• Exercise details: Where the listing below has a line with "const toPath = rows", write out exactly that line and every line after it, stopping after the line with "function write(font, color, halo, rows, align".

• Provided records:
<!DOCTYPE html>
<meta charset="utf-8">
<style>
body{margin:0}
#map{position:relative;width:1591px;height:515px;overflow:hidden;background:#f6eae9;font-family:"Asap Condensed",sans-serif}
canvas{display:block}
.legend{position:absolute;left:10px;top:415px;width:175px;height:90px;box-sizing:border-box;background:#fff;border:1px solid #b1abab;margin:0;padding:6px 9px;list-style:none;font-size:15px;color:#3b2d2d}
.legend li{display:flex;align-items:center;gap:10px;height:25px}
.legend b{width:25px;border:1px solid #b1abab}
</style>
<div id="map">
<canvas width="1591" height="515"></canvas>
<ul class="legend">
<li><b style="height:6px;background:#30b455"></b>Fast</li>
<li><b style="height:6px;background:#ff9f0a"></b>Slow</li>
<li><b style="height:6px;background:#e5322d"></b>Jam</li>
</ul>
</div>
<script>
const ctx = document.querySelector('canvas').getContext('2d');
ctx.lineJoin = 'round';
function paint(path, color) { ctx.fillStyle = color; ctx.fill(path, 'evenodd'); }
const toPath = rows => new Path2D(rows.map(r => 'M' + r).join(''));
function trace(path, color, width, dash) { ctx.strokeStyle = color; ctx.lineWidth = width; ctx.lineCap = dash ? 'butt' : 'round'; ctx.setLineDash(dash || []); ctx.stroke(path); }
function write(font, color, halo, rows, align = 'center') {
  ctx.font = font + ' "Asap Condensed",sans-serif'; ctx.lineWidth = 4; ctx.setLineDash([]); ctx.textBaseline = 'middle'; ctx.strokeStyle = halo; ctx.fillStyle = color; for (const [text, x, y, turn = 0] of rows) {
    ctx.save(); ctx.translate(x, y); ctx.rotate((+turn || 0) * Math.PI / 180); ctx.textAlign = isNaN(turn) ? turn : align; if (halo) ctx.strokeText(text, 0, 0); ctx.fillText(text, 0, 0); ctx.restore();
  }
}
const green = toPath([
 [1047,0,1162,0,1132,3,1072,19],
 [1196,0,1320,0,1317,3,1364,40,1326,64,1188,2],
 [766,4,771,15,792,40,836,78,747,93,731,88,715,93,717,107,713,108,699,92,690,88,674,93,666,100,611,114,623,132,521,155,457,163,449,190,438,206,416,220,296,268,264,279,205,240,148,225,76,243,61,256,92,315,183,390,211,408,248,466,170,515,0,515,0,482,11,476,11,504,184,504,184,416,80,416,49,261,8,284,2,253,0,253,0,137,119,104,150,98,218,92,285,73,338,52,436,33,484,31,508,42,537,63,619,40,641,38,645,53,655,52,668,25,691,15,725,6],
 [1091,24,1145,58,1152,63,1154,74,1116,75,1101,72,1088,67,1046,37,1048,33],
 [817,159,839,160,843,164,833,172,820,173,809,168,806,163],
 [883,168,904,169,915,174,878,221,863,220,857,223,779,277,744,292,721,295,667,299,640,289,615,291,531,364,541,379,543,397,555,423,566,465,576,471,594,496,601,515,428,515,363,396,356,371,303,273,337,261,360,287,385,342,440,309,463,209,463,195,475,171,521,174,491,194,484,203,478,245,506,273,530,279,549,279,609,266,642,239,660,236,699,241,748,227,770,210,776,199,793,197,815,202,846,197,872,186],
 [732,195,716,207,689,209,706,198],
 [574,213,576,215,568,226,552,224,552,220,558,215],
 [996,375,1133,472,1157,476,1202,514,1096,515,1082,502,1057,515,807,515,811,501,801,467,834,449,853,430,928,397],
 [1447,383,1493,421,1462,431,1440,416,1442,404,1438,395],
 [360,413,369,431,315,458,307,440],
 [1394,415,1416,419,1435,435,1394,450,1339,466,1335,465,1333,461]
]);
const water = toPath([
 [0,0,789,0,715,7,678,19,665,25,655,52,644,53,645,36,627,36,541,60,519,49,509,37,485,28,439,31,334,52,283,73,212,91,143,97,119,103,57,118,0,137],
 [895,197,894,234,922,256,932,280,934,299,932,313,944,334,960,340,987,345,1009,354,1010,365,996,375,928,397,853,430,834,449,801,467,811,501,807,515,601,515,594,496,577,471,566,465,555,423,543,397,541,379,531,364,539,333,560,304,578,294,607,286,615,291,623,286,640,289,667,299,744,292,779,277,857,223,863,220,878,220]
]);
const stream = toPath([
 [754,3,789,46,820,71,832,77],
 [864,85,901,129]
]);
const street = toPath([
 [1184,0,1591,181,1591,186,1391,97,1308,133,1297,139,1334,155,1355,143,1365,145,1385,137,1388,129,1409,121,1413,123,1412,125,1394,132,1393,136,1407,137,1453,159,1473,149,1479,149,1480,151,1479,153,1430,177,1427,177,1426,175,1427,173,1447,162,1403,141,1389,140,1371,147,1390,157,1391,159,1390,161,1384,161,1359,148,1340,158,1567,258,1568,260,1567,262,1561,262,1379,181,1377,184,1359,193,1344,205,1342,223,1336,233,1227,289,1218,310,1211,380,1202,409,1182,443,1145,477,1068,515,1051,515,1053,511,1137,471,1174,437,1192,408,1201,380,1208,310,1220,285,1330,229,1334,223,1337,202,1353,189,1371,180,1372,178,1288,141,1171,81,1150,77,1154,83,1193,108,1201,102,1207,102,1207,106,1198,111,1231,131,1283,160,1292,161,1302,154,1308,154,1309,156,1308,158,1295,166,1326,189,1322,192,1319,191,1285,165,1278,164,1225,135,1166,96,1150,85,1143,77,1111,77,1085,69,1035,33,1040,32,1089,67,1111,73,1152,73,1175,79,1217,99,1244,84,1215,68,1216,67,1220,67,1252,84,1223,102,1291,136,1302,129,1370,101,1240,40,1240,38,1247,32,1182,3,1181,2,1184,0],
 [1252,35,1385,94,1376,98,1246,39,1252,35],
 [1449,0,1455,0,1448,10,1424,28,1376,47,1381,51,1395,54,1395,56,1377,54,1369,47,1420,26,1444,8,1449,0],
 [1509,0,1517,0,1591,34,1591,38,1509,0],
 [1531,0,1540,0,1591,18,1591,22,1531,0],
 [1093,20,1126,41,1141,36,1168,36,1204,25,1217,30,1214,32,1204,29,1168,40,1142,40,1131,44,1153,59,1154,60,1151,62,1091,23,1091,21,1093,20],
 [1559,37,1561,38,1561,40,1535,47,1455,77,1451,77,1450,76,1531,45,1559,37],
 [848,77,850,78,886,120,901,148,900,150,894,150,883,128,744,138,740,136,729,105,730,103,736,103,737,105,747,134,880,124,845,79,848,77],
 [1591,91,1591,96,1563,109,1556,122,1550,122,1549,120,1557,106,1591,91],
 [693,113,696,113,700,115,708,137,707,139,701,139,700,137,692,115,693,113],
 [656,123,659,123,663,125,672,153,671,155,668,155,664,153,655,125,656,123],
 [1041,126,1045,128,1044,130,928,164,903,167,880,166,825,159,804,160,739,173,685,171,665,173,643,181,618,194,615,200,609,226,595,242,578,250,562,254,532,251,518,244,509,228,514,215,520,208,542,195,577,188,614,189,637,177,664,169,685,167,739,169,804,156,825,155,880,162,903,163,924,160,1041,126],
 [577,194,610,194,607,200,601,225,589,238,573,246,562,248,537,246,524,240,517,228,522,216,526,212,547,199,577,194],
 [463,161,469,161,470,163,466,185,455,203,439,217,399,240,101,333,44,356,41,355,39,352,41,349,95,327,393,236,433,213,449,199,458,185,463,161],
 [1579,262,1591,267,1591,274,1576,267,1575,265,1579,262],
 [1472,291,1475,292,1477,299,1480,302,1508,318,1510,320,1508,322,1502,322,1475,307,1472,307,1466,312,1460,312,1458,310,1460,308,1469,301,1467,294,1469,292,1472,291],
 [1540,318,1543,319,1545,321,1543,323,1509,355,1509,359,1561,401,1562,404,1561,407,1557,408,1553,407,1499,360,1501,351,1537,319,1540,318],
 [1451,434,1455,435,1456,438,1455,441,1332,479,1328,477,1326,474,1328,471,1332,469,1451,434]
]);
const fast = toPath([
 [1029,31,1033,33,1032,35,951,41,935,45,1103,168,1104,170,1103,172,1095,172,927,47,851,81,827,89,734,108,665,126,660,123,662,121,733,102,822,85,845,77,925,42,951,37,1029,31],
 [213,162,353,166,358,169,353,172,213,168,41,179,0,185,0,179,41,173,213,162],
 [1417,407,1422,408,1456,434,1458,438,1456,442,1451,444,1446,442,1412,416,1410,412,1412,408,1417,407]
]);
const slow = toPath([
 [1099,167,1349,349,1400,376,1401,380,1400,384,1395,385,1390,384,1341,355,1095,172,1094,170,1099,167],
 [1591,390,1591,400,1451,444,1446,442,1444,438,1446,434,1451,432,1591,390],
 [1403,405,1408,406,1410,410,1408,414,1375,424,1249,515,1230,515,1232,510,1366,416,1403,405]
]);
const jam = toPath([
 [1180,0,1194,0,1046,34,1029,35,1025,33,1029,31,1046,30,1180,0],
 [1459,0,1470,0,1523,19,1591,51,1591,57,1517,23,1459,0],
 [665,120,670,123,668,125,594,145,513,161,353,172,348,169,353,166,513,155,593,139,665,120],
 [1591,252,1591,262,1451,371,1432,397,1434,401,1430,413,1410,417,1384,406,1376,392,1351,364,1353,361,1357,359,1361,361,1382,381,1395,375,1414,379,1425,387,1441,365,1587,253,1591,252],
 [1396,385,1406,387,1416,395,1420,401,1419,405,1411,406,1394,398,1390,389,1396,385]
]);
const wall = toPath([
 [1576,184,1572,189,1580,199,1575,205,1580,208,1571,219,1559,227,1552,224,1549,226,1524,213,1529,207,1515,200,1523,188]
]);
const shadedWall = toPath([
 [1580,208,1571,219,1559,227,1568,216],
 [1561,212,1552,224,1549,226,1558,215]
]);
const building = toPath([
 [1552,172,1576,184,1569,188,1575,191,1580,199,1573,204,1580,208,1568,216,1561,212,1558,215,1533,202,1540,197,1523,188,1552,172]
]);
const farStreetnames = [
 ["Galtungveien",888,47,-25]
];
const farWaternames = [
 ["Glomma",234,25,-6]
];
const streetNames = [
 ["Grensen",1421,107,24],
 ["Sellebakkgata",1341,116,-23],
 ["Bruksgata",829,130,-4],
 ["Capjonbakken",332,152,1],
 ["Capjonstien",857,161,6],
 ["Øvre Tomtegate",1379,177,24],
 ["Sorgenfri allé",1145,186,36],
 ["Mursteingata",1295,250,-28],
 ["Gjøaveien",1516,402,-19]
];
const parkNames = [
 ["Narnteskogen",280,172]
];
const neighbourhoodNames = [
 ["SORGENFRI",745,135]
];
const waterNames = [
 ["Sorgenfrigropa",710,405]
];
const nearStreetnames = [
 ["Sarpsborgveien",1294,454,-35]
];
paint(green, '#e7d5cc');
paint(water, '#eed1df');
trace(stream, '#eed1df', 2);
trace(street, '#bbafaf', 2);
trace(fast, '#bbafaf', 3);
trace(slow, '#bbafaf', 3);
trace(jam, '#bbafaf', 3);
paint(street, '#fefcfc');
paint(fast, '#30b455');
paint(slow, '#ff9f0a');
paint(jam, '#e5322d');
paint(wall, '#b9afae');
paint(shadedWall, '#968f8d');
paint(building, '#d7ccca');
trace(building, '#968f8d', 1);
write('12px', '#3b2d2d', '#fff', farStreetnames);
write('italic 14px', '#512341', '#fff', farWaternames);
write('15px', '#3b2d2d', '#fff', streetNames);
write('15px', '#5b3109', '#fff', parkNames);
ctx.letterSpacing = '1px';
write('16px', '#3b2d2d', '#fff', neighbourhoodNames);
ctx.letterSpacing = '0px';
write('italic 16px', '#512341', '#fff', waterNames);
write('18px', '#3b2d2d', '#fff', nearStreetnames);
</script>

• Result for this task:
const toPath = rows => new Path2D(rows.map(r => 'M' + r).join(''));
function trace(path, color, width, dash) { ctx.strokeStyle = color; ctx.lineWidth = width; ctx.lineCap = dash ? 'butt' : 'round'; ctx.setLineDash(dash || []); ctx.stroke(path); }
function write(font, color, halo, rows, align = 'center') {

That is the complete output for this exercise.